____ GIVEN RECORDS

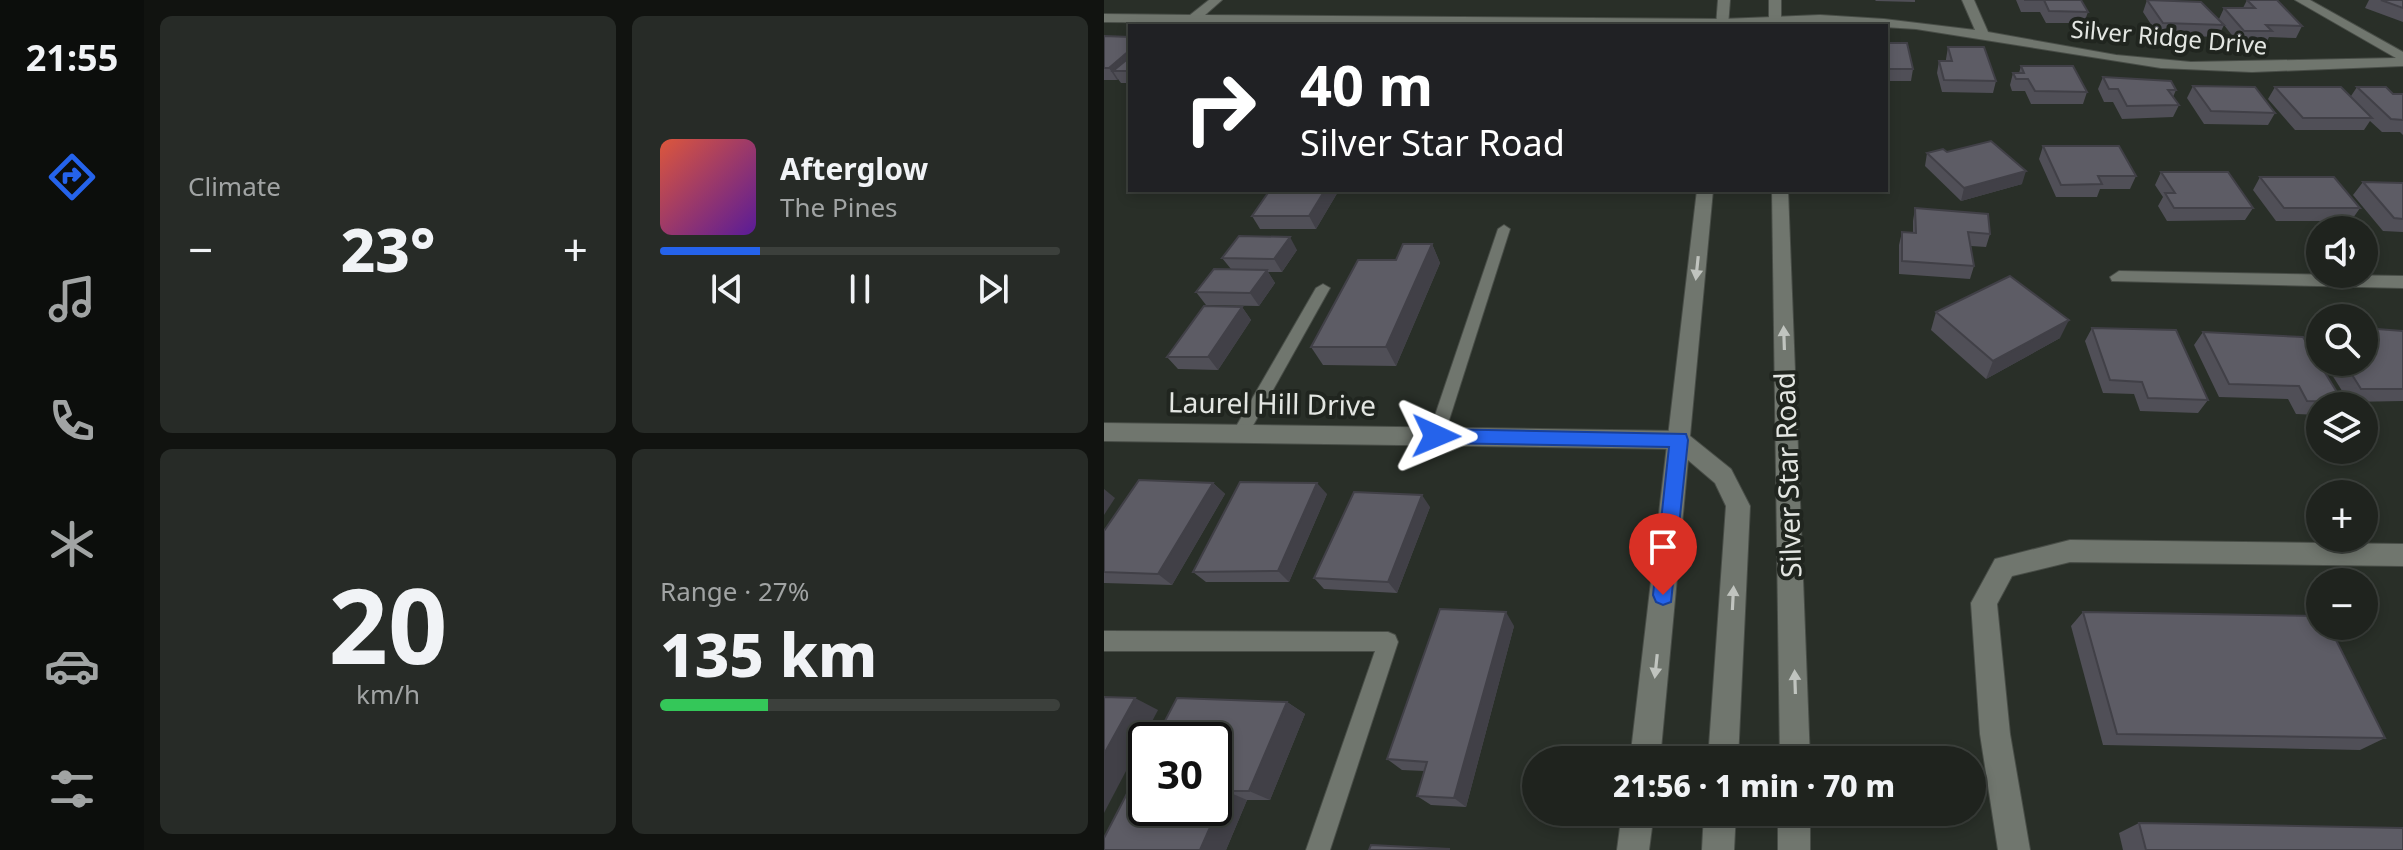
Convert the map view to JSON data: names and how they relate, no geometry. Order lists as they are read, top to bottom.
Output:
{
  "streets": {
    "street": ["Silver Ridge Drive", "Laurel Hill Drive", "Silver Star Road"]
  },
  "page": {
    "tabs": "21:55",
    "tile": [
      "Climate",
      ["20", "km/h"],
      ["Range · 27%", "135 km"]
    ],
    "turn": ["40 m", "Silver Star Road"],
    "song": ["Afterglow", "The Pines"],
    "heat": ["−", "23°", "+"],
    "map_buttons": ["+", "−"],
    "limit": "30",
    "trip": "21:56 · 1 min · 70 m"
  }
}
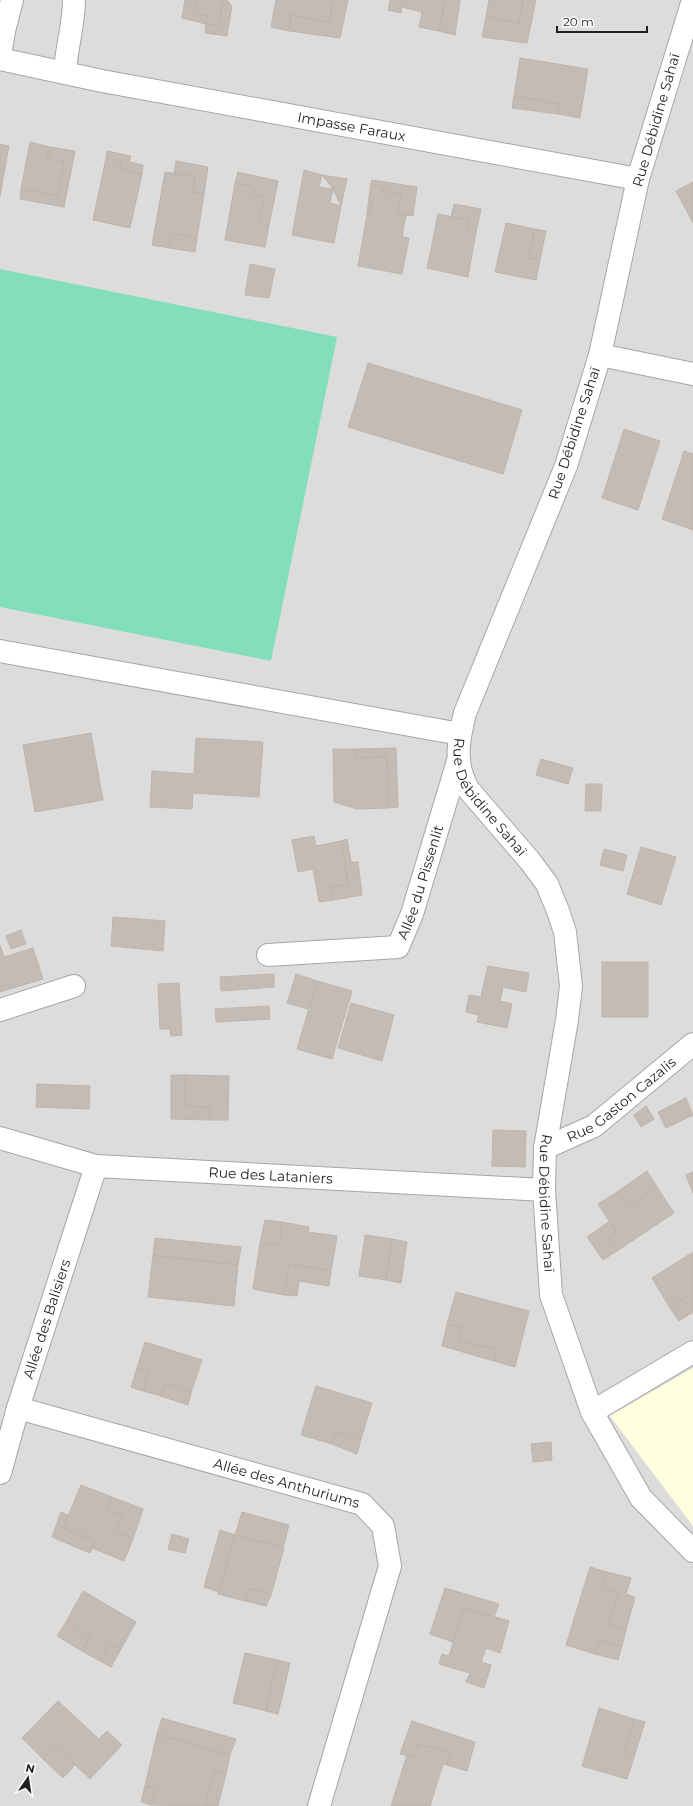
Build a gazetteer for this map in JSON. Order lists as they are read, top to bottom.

________

TASK:
Could you output every entry exactly as written, skipping the pictures?

EXERCISE ANSWER:
Convert the map view to JSON data: names and how they relate, no geometry. Order lists as they are read, top to bottom.
Output:
{
  "streets": {
    "street": ["Silver Ridge Drive", "Laurel Hill Drive", "Silver Star Road"]
  },
  "page": {
    "tabs": "21:55",
    "tile": [
      "Climate",
      ["20", "km/h"],
      ["Range · 27%", "135 km"]
    ],
    "turn": ["40 m", "Silver Star Road"],
    "song": ["Afterglow", "The Pines"],
    "heat": ["−", "23°", "+"],
    "map_buttons": ["+", "−"],
    "limit": "30",
    "trip": "21:56 · 1 min · 70 m"
  }
}
Build a gazetteer for this map in JSON. Order lists as they are read, top to bottom.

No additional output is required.